Um Ahmed, wife of Egypt's President Morsi

By John Ballard

This NY Times sketch is refreshing. 

Naglaa Ali Mahmoud wears an Islamic head covering that drapes down to her knees, did not attend college and never took her husband's last name, because that is a Western convention that few Egyptians follow. She also refuses the title of first lady, in favor of simply Um Ahmed, a traditional nickname that identifies her as the mother of Ahmed, her eldest son.



Dalia Saber, 36, an engineering lecturer, said, "She looks like my mother, she looks like my husband's mother, she probably looks like your mother and everybody else's."

For her, Mr. Morsi and Ms. Mahmoud were what the Arab Spring was all about: regular people in power.

"They're people like us," she said. "It is a strange relief to people. The people feel that there's a change."

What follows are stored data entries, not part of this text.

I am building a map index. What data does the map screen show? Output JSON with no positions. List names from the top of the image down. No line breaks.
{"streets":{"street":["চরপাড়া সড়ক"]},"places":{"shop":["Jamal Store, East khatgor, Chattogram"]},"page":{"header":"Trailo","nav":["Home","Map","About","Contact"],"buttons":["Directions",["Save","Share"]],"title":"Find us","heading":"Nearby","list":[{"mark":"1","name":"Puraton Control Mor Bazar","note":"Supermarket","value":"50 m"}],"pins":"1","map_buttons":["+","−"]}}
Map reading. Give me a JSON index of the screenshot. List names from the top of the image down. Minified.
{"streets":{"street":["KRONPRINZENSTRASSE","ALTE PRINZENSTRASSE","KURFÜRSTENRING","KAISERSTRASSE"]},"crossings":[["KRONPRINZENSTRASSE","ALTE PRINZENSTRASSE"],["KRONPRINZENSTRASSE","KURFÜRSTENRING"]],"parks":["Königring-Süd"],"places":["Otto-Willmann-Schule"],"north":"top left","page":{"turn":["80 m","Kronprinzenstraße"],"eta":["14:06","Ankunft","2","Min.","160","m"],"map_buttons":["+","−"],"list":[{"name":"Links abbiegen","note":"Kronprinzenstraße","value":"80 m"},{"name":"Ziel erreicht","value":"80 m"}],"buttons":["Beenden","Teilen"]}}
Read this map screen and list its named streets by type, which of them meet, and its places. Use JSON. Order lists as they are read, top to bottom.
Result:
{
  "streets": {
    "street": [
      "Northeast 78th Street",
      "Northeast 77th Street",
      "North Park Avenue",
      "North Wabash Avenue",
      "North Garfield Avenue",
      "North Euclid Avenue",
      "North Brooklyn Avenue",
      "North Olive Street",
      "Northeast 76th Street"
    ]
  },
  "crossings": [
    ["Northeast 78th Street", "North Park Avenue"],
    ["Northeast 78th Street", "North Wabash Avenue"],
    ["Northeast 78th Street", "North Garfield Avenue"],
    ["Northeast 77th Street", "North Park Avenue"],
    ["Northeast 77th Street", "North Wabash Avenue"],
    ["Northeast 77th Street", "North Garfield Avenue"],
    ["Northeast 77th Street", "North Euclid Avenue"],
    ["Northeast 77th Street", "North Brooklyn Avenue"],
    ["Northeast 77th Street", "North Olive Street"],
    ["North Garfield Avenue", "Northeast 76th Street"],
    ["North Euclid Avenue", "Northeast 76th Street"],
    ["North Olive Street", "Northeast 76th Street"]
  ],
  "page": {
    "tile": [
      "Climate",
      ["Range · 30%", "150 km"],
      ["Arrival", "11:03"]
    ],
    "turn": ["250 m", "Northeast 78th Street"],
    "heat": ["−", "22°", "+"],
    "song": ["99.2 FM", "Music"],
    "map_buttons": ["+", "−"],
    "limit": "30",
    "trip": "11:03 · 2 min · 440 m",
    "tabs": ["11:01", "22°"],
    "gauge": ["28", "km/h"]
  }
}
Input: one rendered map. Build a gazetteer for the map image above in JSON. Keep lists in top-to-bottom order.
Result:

Ms. Mahmoud, for her part, said she knew it would not be easy to be the wife of the first Islamist head of state, as she told the newspaper of the Muslim Brotherhood, the 84-year-old Islamist movement. If she tries to play an active role, she risks comparisons with Mrs. Mubarak, who was widely despised for her supposed influence behind the scenes. But if Ms. Mahmoud disappears, she said, "They will say that Mohamed Morsi is hiding his wife because this is how Islamists think."

Ms. Mahmoud's unexpected path to the presidential palace illustrates just how foreign her experience is to the culture of the old Egyptian elite - or perhaps how foreign that elite is to Egypt. Hers was a very typical beginning: She grew up in the poor Cairo neighborhood of Ain Shams, and was 17 and still in high school when she married her cousin, Mr. Morsi, who was 11 years older. He also had grown up poor, in the small village of El Adwa in the Nile Delta province of Sharqiya, but excelled in the engineering program at Cairo University.

Three days after their wedding, he left for Los Angeles, to complete his Ph.D. at the University of Southern California. She finished high school and studied English in Cairo. A year and a half after their wedding she joined her husband in Los Angeles, where she volunteered at the Muslim Student House, translating sermons for women interested in converting to Islam.

It was in Los Angeles that she and her husband were first invited to join the Muslim Brotherhood, an offer that would later define their lives. "I always say that the Brothers don't blindfold anyone," she told the group's newspaper. "From the beginning they told us about the situation and what was asked of us, and they told us that the path is long and full of dangers."

She said the Brotherhood recruiters told Mr. Morsi to be sure his wife approved of the decision before joining, telling him, "We care about the stability of the family more than having one more member."

Mr. Shatner is nobody's fool.
He knows how to pick a candidate, win friends and influence people.
Um Ahmed is an Egyptian Barbara Bush.